A government program heading in these directions would have my support.

Michael Moore has it half very right and half very wrong. On one hand, yeah, there's a ton of greenwashing going on, and corporations, indeed capitalism as a system, are designed from the ground up to cause exactly this sort of crisis. We cannot trust them to solve the problem that they not only caused, but could and can do no other than cause. And in specific he's quite right about biomass and, basically, burning wood being passed off as green.
On the other, he's frankly dead wrong about the technologies of solar and wind power, and his immensely misleading rubbishing of them creates a false sense of helplessness. His message is "The corps are evil but nothing will work, might as well just give up". And incidentally, those amazingly poignant orangutans in the final footage of that movie of his were almost certainly victims of clearing for palm oil plantations, not "biofuel". Not that biofuel is a good idea, but the way he used imagery and juxtaposition, it's like solar == wind == wood biomass == boondoggle + victimized orangutans, and it's BS.

We do need to wrench those technologies out of the hands of big corporations.

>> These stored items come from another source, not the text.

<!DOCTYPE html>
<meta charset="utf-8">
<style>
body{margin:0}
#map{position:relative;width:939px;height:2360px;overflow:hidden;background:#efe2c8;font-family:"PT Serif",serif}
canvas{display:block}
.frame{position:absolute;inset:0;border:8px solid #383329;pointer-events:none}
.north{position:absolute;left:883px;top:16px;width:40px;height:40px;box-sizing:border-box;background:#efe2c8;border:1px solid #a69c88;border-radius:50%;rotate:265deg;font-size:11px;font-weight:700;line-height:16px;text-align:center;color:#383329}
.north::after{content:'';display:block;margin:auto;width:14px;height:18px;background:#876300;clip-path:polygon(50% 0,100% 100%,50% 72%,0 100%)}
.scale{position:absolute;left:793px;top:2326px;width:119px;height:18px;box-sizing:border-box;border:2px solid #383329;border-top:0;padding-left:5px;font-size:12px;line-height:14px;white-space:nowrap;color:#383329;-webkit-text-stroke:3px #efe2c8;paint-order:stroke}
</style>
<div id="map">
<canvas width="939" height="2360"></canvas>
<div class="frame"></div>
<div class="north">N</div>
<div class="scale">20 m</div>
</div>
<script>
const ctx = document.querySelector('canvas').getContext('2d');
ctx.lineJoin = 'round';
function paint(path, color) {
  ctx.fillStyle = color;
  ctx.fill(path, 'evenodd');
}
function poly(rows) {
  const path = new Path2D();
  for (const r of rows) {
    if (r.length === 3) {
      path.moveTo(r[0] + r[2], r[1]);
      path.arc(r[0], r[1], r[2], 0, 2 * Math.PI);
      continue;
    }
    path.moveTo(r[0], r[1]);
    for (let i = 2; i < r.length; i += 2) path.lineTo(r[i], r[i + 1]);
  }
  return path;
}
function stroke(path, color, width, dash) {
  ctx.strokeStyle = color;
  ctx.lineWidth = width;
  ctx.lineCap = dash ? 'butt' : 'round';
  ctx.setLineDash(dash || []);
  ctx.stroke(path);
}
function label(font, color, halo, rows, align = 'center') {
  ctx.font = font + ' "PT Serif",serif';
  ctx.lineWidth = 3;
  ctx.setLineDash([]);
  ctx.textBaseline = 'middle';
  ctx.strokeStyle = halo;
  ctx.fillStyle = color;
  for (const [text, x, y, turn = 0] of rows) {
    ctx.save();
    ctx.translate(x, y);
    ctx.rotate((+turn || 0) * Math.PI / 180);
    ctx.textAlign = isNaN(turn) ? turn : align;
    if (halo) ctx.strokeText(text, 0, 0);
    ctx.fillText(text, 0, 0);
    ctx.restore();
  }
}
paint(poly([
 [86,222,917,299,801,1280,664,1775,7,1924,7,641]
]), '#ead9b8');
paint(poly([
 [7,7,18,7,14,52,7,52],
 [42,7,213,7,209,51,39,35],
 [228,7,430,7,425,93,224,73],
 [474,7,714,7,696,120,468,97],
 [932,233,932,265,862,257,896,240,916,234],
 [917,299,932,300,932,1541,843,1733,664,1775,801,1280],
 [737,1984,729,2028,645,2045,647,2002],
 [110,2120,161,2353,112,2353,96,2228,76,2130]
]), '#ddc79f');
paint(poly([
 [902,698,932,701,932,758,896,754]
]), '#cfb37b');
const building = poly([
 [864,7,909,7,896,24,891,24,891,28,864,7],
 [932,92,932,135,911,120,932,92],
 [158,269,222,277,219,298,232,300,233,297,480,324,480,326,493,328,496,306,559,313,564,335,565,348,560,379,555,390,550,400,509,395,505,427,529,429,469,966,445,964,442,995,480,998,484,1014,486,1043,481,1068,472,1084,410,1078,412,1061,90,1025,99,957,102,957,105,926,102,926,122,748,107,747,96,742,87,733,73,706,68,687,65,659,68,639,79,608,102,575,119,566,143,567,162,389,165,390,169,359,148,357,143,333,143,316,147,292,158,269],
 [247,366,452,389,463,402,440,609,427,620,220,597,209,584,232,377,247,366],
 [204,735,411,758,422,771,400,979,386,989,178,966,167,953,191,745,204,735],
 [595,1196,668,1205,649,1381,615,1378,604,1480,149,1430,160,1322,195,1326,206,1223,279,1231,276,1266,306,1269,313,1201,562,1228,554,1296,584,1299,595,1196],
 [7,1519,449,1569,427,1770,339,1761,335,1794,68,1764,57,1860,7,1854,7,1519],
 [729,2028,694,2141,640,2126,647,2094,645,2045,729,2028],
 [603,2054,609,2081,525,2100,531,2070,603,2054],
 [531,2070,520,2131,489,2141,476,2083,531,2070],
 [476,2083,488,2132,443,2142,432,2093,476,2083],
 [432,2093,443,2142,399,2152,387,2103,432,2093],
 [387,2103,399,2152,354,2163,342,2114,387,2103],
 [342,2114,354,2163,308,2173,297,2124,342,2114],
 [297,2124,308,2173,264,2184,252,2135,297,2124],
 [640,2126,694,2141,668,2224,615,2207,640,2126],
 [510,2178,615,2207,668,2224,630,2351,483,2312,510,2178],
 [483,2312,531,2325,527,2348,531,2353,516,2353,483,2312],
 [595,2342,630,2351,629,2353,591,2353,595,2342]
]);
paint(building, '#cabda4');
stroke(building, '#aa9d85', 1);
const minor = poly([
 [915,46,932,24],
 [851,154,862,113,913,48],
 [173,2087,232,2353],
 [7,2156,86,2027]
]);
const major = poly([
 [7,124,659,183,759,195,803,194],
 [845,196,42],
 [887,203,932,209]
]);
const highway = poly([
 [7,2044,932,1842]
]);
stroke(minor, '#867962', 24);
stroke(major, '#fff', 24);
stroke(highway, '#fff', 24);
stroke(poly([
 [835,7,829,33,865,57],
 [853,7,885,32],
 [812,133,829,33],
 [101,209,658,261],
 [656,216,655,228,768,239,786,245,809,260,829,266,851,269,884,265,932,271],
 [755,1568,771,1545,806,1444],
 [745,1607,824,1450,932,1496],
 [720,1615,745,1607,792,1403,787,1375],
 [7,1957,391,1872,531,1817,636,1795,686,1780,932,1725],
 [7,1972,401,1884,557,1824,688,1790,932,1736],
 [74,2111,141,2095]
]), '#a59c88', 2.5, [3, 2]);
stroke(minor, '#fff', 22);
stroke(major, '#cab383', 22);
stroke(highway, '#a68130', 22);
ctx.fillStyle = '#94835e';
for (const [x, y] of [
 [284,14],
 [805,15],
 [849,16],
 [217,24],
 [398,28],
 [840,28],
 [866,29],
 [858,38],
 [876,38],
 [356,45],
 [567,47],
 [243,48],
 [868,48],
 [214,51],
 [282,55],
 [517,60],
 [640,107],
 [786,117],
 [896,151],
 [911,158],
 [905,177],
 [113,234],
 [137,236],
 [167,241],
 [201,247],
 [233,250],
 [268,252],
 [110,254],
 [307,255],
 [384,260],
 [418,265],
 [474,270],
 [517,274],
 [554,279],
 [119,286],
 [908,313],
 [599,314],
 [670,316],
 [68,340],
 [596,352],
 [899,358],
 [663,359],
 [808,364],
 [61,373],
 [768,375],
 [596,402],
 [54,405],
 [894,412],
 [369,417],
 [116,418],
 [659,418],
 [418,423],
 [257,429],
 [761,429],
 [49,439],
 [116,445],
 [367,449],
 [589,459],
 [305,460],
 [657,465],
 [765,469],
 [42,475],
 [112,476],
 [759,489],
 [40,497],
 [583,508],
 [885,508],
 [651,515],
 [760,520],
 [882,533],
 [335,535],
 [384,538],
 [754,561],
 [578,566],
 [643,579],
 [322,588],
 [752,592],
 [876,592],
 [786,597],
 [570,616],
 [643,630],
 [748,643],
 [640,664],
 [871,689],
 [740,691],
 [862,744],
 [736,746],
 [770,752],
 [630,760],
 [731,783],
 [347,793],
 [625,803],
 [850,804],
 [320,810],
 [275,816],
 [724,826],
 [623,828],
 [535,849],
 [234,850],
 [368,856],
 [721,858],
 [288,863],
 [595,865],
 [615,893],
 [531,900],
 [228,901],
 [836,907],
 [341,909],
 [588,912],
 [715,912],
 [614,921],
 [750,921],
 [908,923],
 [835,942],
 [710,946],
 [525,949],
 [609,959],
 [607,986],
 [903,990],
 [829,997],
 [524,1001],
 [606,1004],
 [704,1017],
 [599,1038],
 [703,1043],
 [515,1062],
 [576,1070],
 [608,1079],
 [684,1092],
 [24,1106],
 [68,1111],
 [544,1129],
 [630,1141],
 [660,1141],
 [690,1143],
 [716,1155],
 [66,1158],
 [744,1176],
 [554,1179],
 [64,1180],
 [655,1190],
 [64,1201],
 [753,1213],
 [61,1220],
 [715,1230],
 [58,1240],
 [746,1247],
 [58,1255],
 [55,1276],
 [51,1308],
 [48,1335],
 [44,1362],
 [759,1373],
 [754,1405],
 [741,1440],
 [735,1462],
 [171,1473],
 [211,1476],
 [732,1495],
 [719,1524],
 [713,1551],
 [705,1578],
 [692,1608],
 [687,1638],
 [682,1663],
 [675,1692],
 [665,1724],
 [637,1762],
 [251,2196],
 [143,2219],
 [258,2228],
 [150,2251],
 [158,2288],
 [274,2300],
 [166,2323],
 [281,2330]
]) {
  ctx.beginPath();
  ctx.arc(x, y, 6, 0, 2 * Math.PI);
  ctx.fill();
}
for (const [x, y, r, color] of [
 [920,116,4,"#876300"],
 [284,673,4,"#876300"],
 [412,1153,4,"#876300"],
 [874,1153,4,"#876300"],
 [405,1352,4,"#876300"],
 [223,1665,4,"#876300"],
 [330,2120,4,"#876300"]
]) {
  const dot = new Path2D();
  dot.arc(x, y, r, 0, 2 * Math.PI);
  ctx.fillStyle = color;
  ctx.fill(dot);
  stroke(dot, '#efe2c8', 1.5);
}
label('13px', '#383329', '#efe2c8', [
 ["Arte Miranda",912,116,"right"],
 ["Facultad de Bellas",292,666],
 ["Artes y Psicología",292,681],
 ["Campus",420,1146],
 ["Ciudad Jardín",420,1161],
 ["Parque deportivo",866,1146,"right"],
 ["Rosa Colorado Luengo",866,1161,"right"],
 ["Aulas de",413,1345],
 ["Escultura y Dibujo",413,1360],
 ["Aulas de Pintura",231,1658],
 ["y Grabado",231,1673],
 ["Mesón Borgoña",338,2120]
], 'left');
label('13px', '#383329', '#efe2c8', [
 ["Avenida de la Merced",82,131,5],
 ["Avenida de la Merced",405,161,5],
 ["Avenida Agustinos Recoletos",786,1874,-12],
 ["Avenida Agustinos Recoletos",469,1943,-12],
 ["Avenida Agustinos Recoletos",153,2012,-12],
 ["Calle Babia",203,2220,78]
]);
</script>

And we do need to reduce our energy, and material, use period. But we will still need energy, and it had better not be coming from coal and oil and methane aka "natural gas". Renewables remain an important part of the answer.

"Fewer people"? Anyone who wants to ride that particular hobby-horse is more than welcome to volunteer to be the first reduction.
The reduced consumption needs to be at the level of big consumers, the biggest of which around now are fossil fuel extraction companies, and the big users of their products. It's not little old ladies sitting in the dark and eating cold food in a basement room in boots and coats.
Please stop carrying on about population or population growth, which isn't the issue ... until after absorbing the research of Hans Rosling, who until his death a few years ago, worked for the UN, studying population growth and survival rates. While his presentations are based on solid statistical analysis, they are easily understood even by children.

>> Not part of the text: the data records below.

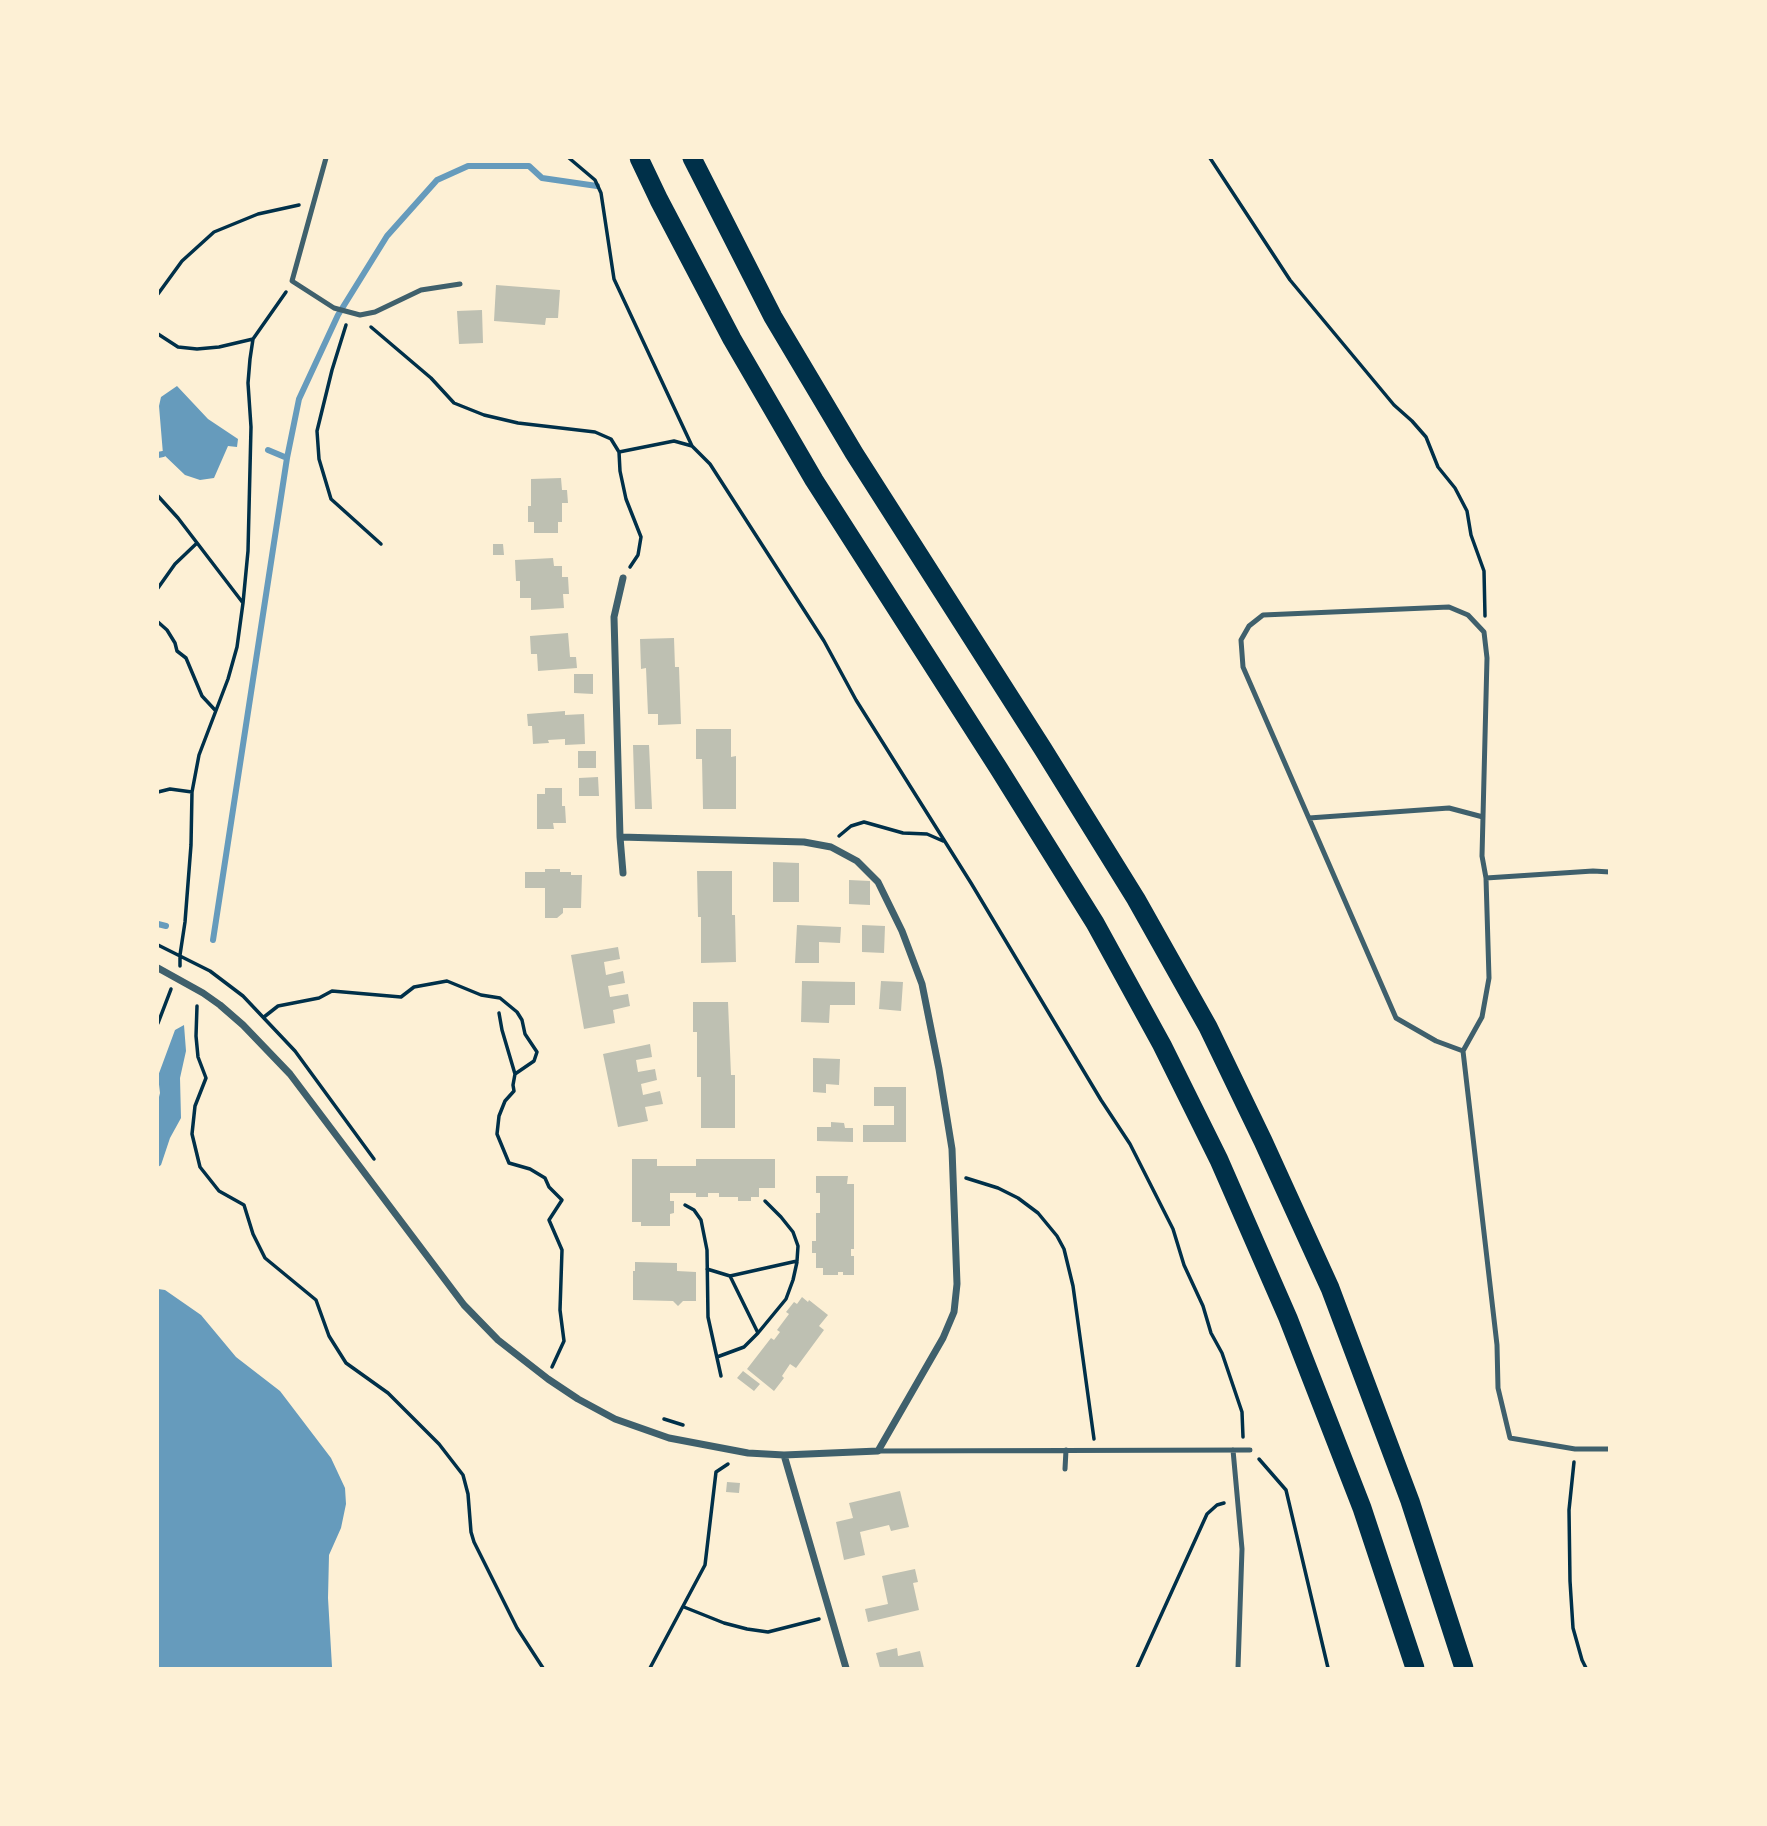 <!DOCTYPE html>
<style>
body{margin:0}
#map{position:relative;width:1767px;height:1826px;overflow:hidden;background:#fdf0d5;font-family:Commissioner,sans-serif}
canvas{display:block}
.frame{position:absolute;inset:0;border:159px solid #fdf0d5;pointer-events:none}
</style>
<div id="map">
<canvas width="1767" height="1826"></canvas>
<div class="frame"></div>
</div>
<script>
const context = document.querySelector('canvas').getContext('2d');
context.lineJoin = 'round';
function fillPath(path, color) { context.fillStyle = color; context.fill(path, 'evenodd'); }
const poly = rows => new Path2D(rows.map(r => 'M' + r).join(''));
function stroke(path, color, width, dash) { context.strokeStyle = color; context.lineWidth = width; context.lineCap = dash ? 'butt' : 'round'; context.setLineDash(dash || []); context.stroke(path); }
fillPath(poly([
 [177,386,208,419,238,439,237,447,228,446,214,478,200,480,185,475,163,454,159,406,161,397],
 [184,1025,186,1051,180,1078,181,1118,170,1138,161,1165,158,1167,158,1101,160,1093,158,1076,175,1030],
 [158,1289,165,1290,201,1315,236,1357,280,1391,331,1458,345,1488,346,1504,341,1528,329,1555,328,1598,332,1667,333,1668,158,1668]
]), '#669bbc');
stroke(poly([
 [268,450,287,458],
 [158,455,163,454],
 [158,924,166,926],
 [213,940,287,458,299,399,338,315,387,236,437,180,468,166,529,166,542,178,597,186]
]), '#669bbc', 6);
fillPath(poly([
 [496,285,560,290,558,318,546,318,545,325,494,321],
 [482,310,483,343,459,344,457,311],
 [561,478,562,490,567,490,568,503,562,503,562,522,558,522,558,533,534,533,534,522,528,522,528,506,531,506,531,479],
 [493,544,503,544,504,555,493,555],
 [553,558,554,566,562,566,562,577,568,577,569,594,563,594,564,608,531,610,531,598,520,598,520,581,516,581,515,560],
 [568,633,570,657,576,657,577,668,538,671,537,654,531,654,530,636],
 [674,638,675,667,679,667,681,724,658,725,658,714,648,714,646,668,641,669,640,639],
 [574,674,593,674,593,694,574,693],
 [565,711,565,715,584,714,585,744,565,745,565,739,548,740,549,743,533,744,532,726,528,726,527,714],
 [696,729,731,729,731,757,736,756,736,809,703,809,702,759,696,759],
 [633,745,649,745,652,809,635,809],
 [578,751,596,751,596,768,578,768],
 [598,777,599,796,579,796,579,778],
 [545,788,562,788,562,806,565,806,566,823,553,823,554,829,537,829,537,794,545,794],
 [773,862,799,863,799,902,773,902],
 [545,869,560,869,560,872,571,872,571,875,582,875,581,908,563,908,563,913,557,918,545,918,545,888,525,888,525,872,545,872],
 [697,871,732,871,732,915,735,915,736,962,701,963,701,917,698,917],
 [849,880,870,881,870,905,849,904],
 [797,925,841,927,840,943,819,942,819,963,795,963],
 [862,925,885,926,884,953,862,952],
 [618,947,620,959,604,962,606,975,623,971,625,983,608,986,610,997,628,994,630,1006,613,1010,615,1023,584,1029,571,955],
 [802,981,855,982,855,1005,830,1005,829,1023,801,1022],
 [881,981,903,982,901,1011,879,1009],
 [693,1002,728,1002,731,1075,735,1075,735,1128,701,1128,701,1077,697,1077,697,1032,693,1032],
 [650,1044,652,1057,636,1060,638,1072,655,1069,657,1080,641,1084,643,1095,660,1091,663,1104,645,1107,648,1121,618,1127,603,1054],
 [813,1058,840,1059,839,1085,826,1084,826,1093,813,1092],
 [874,1087,906,1087,906,1142,863,1142,863,1125,894,1125,894,1106,874,1106],
 [831,1122,844,1123,845,1128,853,1128,853,1142,817,1141,817,1127,831,1127],
 [632,1159,657,1159,657,1166,696,1166,696,1159,775,1159,775,1188,759,1188,759,1197,751,1197,751,1201,738,1201,738,1197,719,1197,719,1193,708,1193,708,1197,696,1197,696,1193,670,1193,670,1201,674,1201,674,1213,670,1214,670,1226,641,1226,641,1222,632,1222],
 [816,1176,848,1176,847,1184,854,1184,854,1249,851,1249,851,1256,854,1256,854,1275,843,1275,843,1272,838,1272,838,1275,823,1275,823,1268,816,1268,816,1253,812,1253,812,1241,816,1241,816,1213,820,1213,820,1193,816,1193],
 [635,1262,677,1263,677,1271,696,1272,696,1301,683,1301,678,1306,673,1301,633,1300,633,1271,635,1271],
 [802,1297,808,1302,809,1300,828,1315,819,1326,824,1330,796,1368,790,1364,782,1376,784,1378,774,1391,747,1369,771,1338,774,1340,780,1332,777,1330,789,1314,786,1312,794,1302,797,1304],
 [743,1371,760,1384,754,1391,737,1378],
 [727,1482,740,1483,739,1493,726,1492],
 [900,1491,909,1527,891,1531,889,1525,860,1532,865,1555,844,1560,836,1522,853,1518,849,1503],
 [915,1569,918,1582,913,1583,919,1610,868,1622,865,1609,888,1604,882,1576],
 [897,1648,898,1656,920,1651,924,1668,880,1668,876,1653]
]), '#bec0b2');
stroke(poly([
 [569,158,595,180,601,193,614,279,692,446],
 [1210,158,1290,280,1394,405,1412,421,1426,437,1438,467,1455,488,1467,511,1471,535,1484,571,1485,616],
 [158,294,182,261,214,232,258,214,299,205],
 [346,325,332,370,317,431,319,459,331,499,381,544],
 [371,327,431,378,454,403,484,415,518,423,595,432,611,439,619,452,620,471,626,499,641,537,638,555,630,567],
 [158,334,178,347,197,349,219,347,253,339],
 [619,452,674,441,692,446,710,464,824,641,856,700,971,883,1101,1100,1130,1144,1173,1229,1184,1265,1203,1306,1211,1333,1222,1353,1242,1412,1243,1437],
 [158,496,178,518,243,603],
 [158,588,175,564,197,543],
 [158,622,167,630,175,643,177,651,186,658,202,696,215,710],
 [158,792,170,789,192,792],
 [839,836,851,826,864,822,903,833,927,834,943,841],
 [158,945,210,971,243,996,295,1051,374,1159],
 [180,966,180,955,185,922,191,845,192,792,199,755,228,679,237,647,243,603,248,551,251,427,248,383,250,359,253,339,286,292],
 [197,1006,196,1036,198,1057,206,1078,195,1106,192,1134,200,1167,219,1191,244,1205,253,1234,265,1258,316,1300,329,1336,346,1363,388,1393,439,1444,463,1475,468,1494,471,1532,474,1542,517,1628,543,1668],
 [499,1013,502,1030,515,1074,513,1085,514,1091,505,1101,499,1116,497,1134,509,1163,530,1169,545,1178,549,1187,562,1200,549,1220,562,1250,560,1310,564,1341,552,1367],
 [264,1017,278,1006,319,998,332,991,401,997,414,987,447,981,481,995,500,998,517,1012,522,1020,525,1034,537,1052,534,1061,515,1074],
 [158,1023,171,989],
 [966,1178,998,1188,1018,1198,1038,1213,1057,1236,1064,1249,1073,1286,1094,1439],
 [685,1205,694,1210,701,1220,707,1250,708,1317,721,1376],
 [707,1269,730,1276,797,1261,798,1246,793,1232,781,1217,765,1201],
 [730,1276,758,1333],
 [717,1357,744,1347,758,1333,786,1299,793,1280,797,1262],
 [664,1419,683,1425],
 [1259,1459,1286,1490,1328,1668],
 [1574,1462,1569,1510,1570,1581,1573,1628,1582,1660,1586,1668],
 [684,1607,724,1623,747,1629,768,1632,819,1619],
 [650,1668,705,1565,716,1472,728,1464],
 [1137,1668,1207,1514,1217,1505,1224,1503]
]), '#003049', 3.5);
stroke(poly([
 [326,158,292,281,334,308,360,315,375,312,421,290,460,284],
 [1309,818,1449,808,1483,817],
 [1610,872,1593,871,1486,878,1489,978,1482,1017,1463,1051,1497,1345,1498,1388,1510,1438,1575,1449,1610,1449],
 [1463,1051,1436,1041,1396,1018,1243,667,1241,640,1249,626,1263,615,1449,607,1468,615,1484,632,1487,658,1482,856,1486,878],
 [1233,1450,1242,1549,1238,1668],
 [878,1451,1250,1450],
 [1065,1469,1066,1450]
]), '#3f606c', 5);
stroke(poly([
 [620,837,623,873],
 [158,968,203,993,220,1005,243,1025,290,1074,464,1305,498,1340,548,1379,578,1399,615,1419,669,1438,748,1453,784,1455,878,1451,943,1338,954,1312,957,1284,952,1149,939,1069,922,984,902,931,878,882,857,861,831,847,804,842,620,837,614,617,623,578],
 [784,1455,846,1668]
]), '#3f606c', 7);
stroke(poly([
 [639,158,659,200,732,339,814,480,999,769,1095,923,1162,1045,1219,1160,1288,1318,1362,1508,1415,1668],
 [692,158,773,317,854,453,1043,749,1136,899,1208,1027,1263,1141,1330,1288,1410,1501,1464,1668]
]), '#003049', 19);
</script>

Could not agree more. Leadnow's members are campaigning to push this government to reinstate the spending, with a petition live at: https://www.leadnow.ca/emergency-green-recovery/

This is no time to be hesitant. We have already delayed too long.

Climate action is obviously more important than ever. The corporate world, financial institutions and big utilities are backing away from fossil fuels at an ever-increasing rate. The carbon tax accelerates that. I'm glad Canada isn't backing down from the $50 / tonne tax, and keeps it going up to $100 / tonne or more. We need to make fossil fuels prohibitively expensive.

Unfortunately, much of that cost is being borne on the backs of low-use (and often low-income) householders who are already using the best options available to them.
Even at this point, the carbon tax makes up more than half of the cost of natural gas. Already, because flat-rate user charges subsidize the use of high-volume users, it is the poor and the low-volume users who are bearing the brunt.
The same is true for electricity use (but at a higher cost) and water use.